This part of the build was just not uploaded within the appropriate timeframe, that's all.  little behind guys!

The interior work came at a time when I was extremely busy with other business ventures.  Lots of the construction occurred within crunches 'for time' thus I simply snapped away with the photos and did not have the time to upload and blog during that busy time.  So here we are now!

As you recall from the earlier phases of construction, the entire camper is Nida Core honeycomb panels except for the rear wall.  (the reason why? i chose wood)

I insulated the rear wall with residential construction foam approximately 1" thick which will be wrapped with some form of paneling on the interior.

Black SJ cord fastened in place is a 5-6', 6 conductor pigtail plugged into 6 port receptacle feeding parking lights, left turn, right turn and brakes.  The fifth and sixth contact was chosen out of the receptacle to feed my rear backup light which is operated from a switch in the truck cab.

Placed horizontal strips of wooden reinforcement in this region where one's back would rest when sitting on the bench, to prevent bowing and damage to the thin wall paneling.

 Insulation going up in wall region where shower stall will be installed, notice the sloped seat in this region.  The seat was sloped to allow for water drainage when taking showers.
 Insulation in place in door before interior panel side was installed.

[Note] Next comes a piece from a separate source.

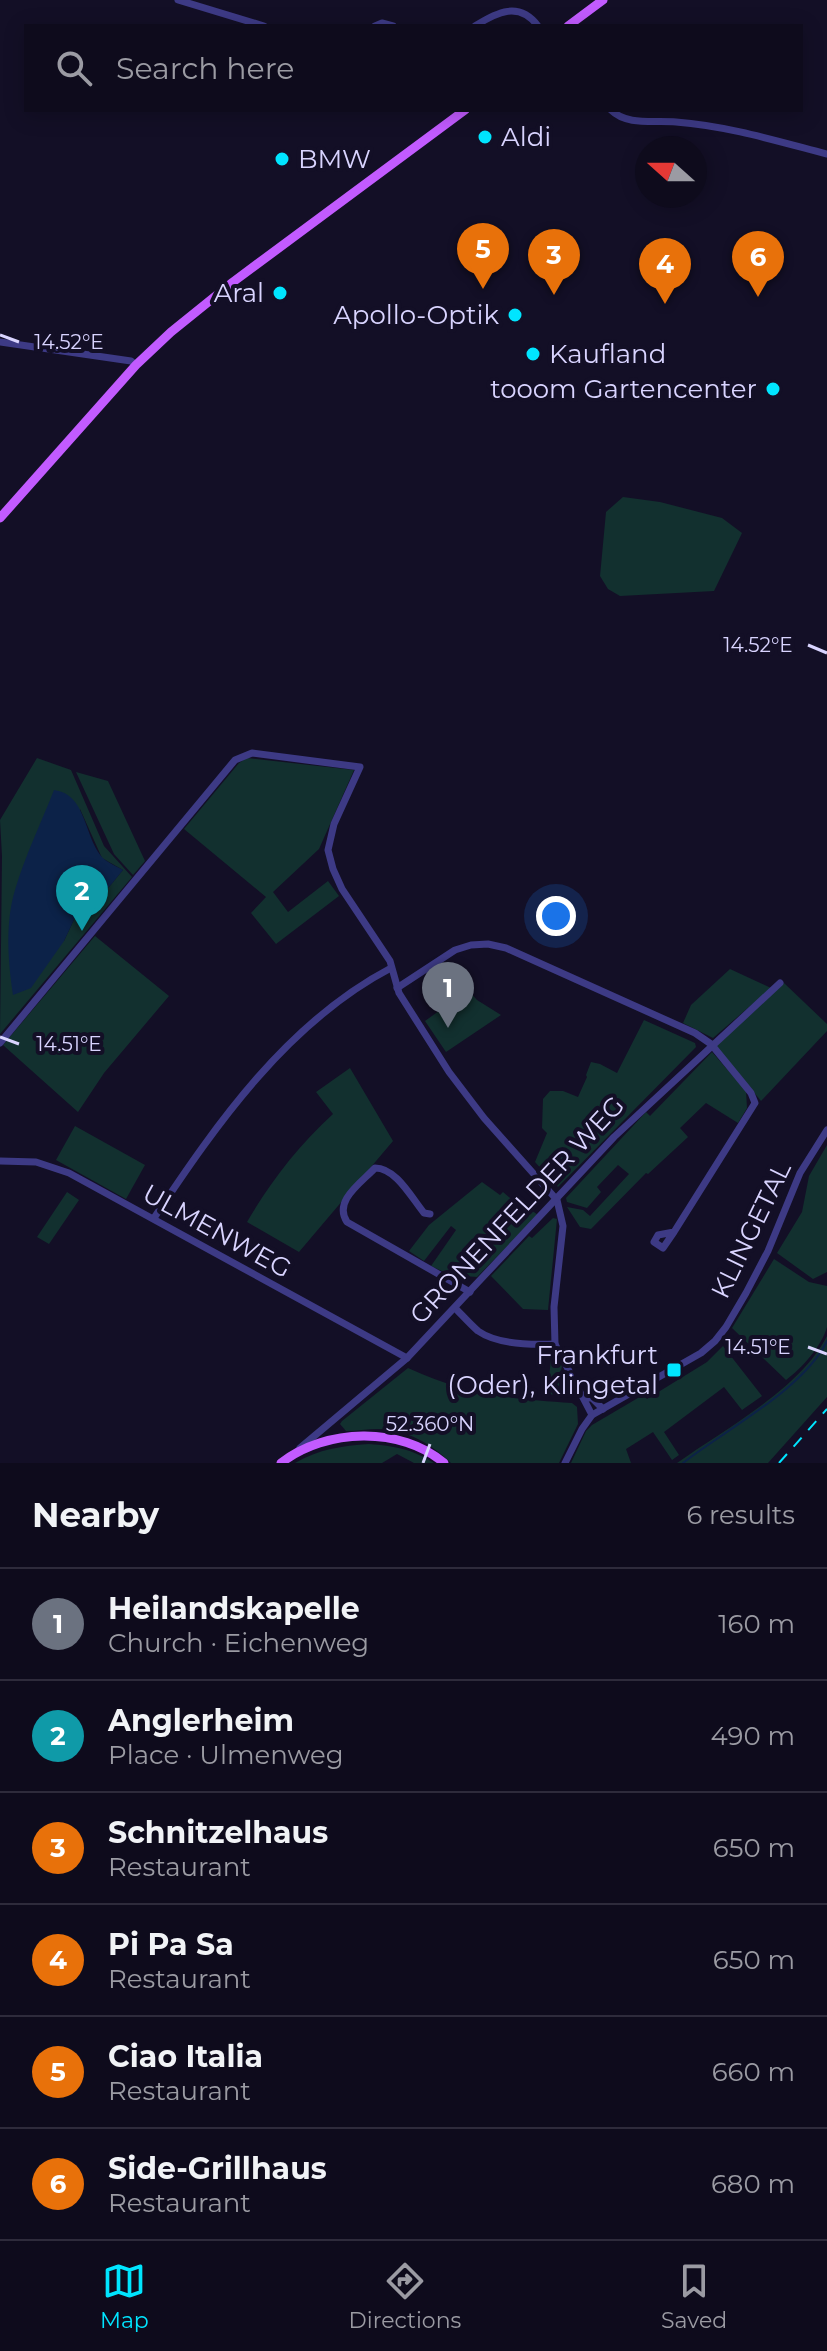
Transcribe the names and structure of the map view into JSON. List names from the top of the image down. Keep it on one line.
{"streets":{"street":["GRONENFELDER WEG","KLINGETAL","ULMENWEG"]},"crossings":[["GRONENFELDER WEG","ULMENWEG"]],"places":{"other":["Aldi","BMW","Aral","Apollo-Optik","Kaufland","tooom Gartencenter"],"transit":["Frankfurt (Oder), Klingetal"]},"north":"left","page":{"search":"Search here","pins":["5","3","6","4","2","1"],"heading":["Nearby","6 results"],"list":[{"mark":"1","name":"Heilandskapelle","note":"Church · Eichenweg","value":"160 m"},{"mark":"2","name":"Anglerheim","note":"Place · Ulmenweg","value":"490 m"},{"mark":"3","name":"Schnitzelhaus","note":"Restaurant","value":"650 m"},{"mark":"4","name":"Pi Pa Sa","note":"Restaurant","value":"650 m"},{"mark":"5","name":"Ciao Italia","note":"Restaurant","value":"660 m"},{"mark":"6","name":"Side-Grillhaus","note":"Restaurant","value":"680 m"}],"nav":["Map","Directions","Saved"]},"coordinates":["14.52°E","14.51°E","52.360°N"]}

Also can see some of the incipient stages of inlet power installation going on in the background.
 

Monday, March 25, 2013

12 volt DC System and Onboard Battery Recharge System

I wanted a 12 VDC system for the camper that could be recharged and 'topped off' as I was in transit.  Knowing that I not only wanted to recharge the onboard camper battery with my truck alternator but that I would want that battery to be available for a starting means, meant a significant wire guage would be needed.  If I was just planning on the recharge and not potentially having to use the camper battery to start my vehicle I would not have searched for such a large wire size.

Well as you may very well know....copper wire is a tad bit pricey.  I needed at least a #2 guage for the potential 200 amp starter draw and the wire needed to be multi-stranded so it would be flexible....

(think..think....?) ahhhh!..."a set of heavy duty jumper cables."  Purchased a 20 foot set of #2 AWG heavy duty jumper cables and chopped off the gator clips.  The extra fine strands will allow for the ease of routing the cable on the truck frame.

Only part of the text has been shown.